— WHAT YOU NEED TO DO —
For this exercise, restate every line below word for word and drop the images.

--- START ---

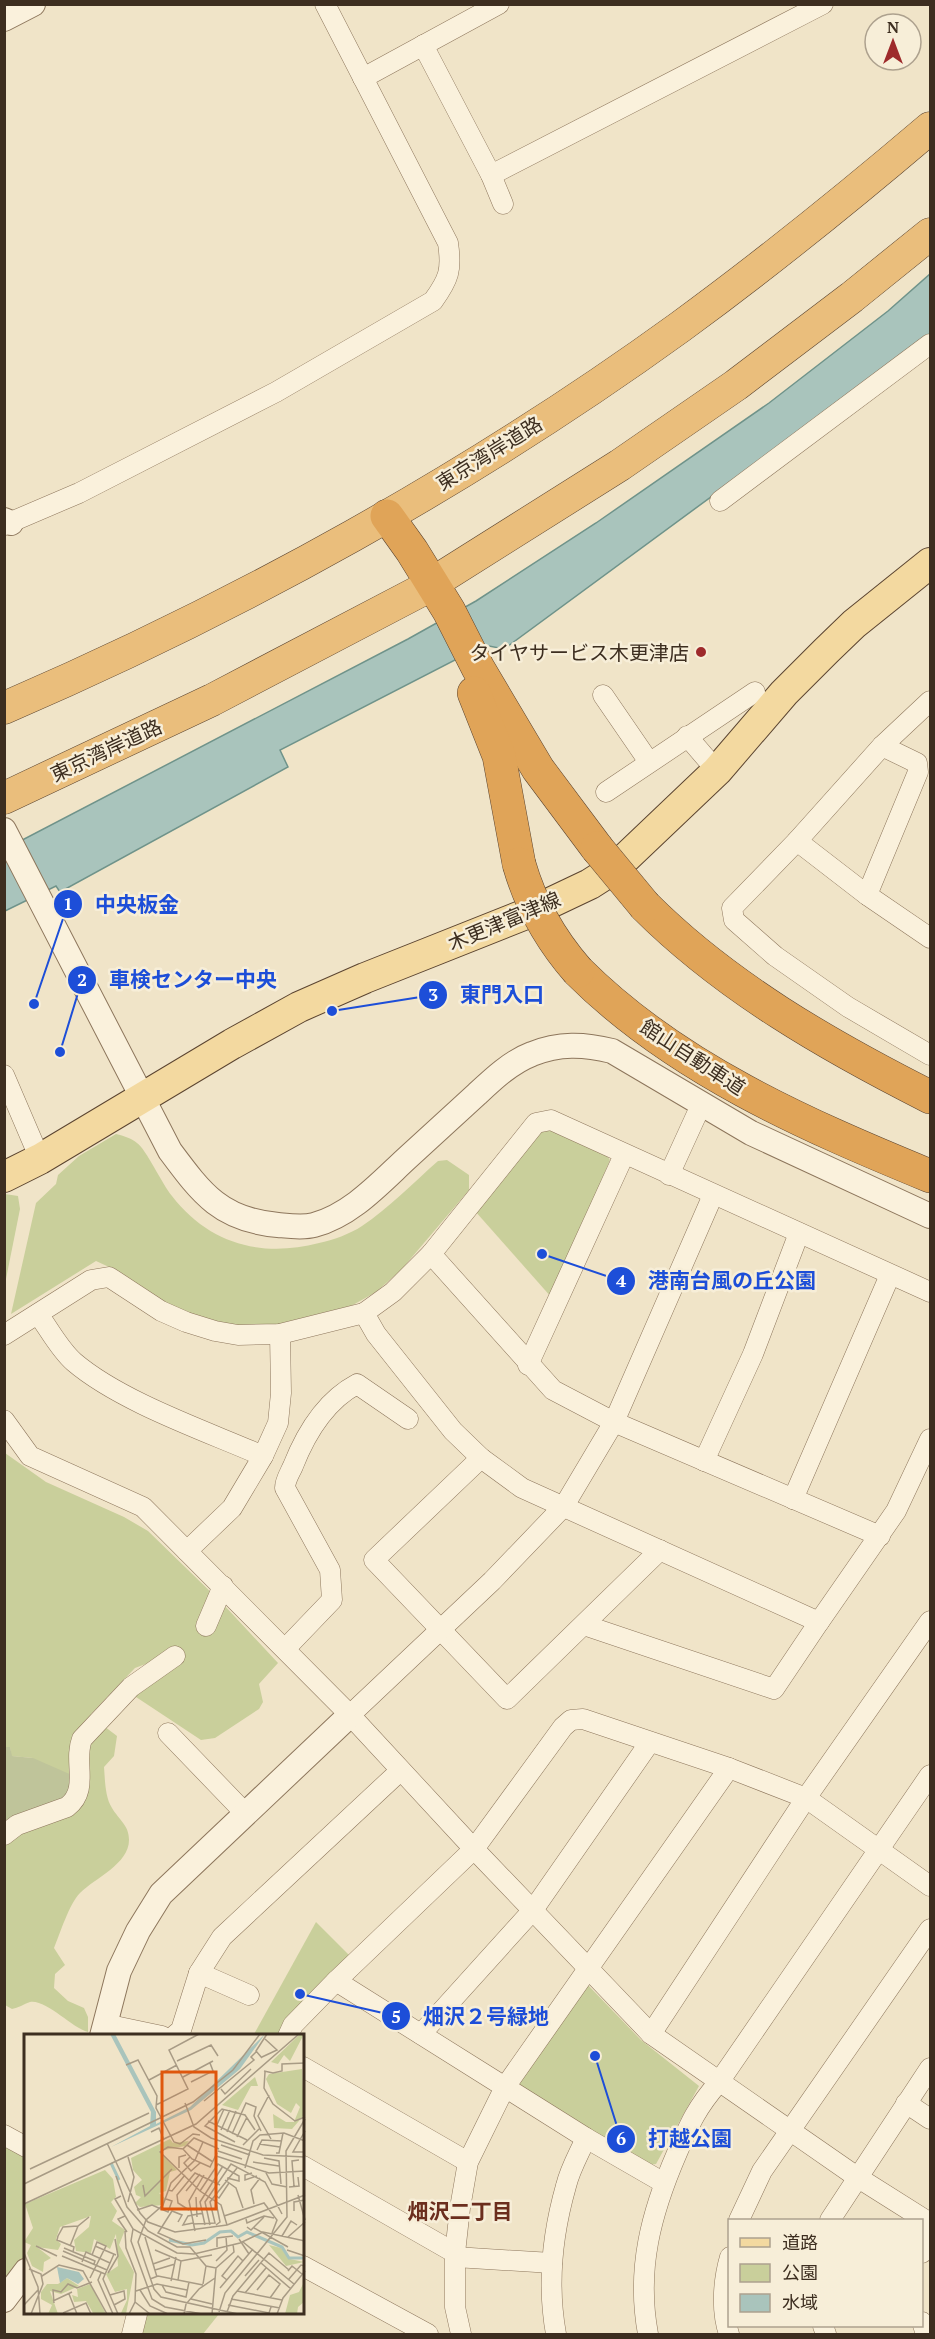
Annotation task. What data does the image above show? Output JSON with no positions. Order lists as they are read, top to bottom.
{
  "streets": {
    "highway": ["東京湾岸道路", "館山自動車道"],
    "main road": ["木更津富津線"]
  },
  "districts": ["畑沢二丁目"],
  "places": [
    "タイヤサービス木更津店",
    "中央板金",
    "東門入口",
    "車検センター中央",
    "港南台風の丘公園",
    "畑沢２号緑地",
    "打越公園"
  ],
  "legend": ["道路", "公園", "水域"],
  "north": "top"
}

--- END ---

— SOLVED EXERCISE —
Annotation task. What data does the image above show? Output JSON with no positions. Order lists as they are read, top to bottom.
{
  "streets": {
    "highway": ["東京湾岸道路", "館山自動車道"],
    "main road": ["木更津富津線"]
  },
  "districts": ["畑沢二丁目"],
  "places": [
    "タイヤサービス木更津店",
    "中央板金",
    "東門入口",
    "車検センター中央",
    "港南台風の丘公園",
    "畑沢２号緑地",
    "打越公園"
  ],
  "legend": ["道路", "公園", "水域"],
  "north": "top"
}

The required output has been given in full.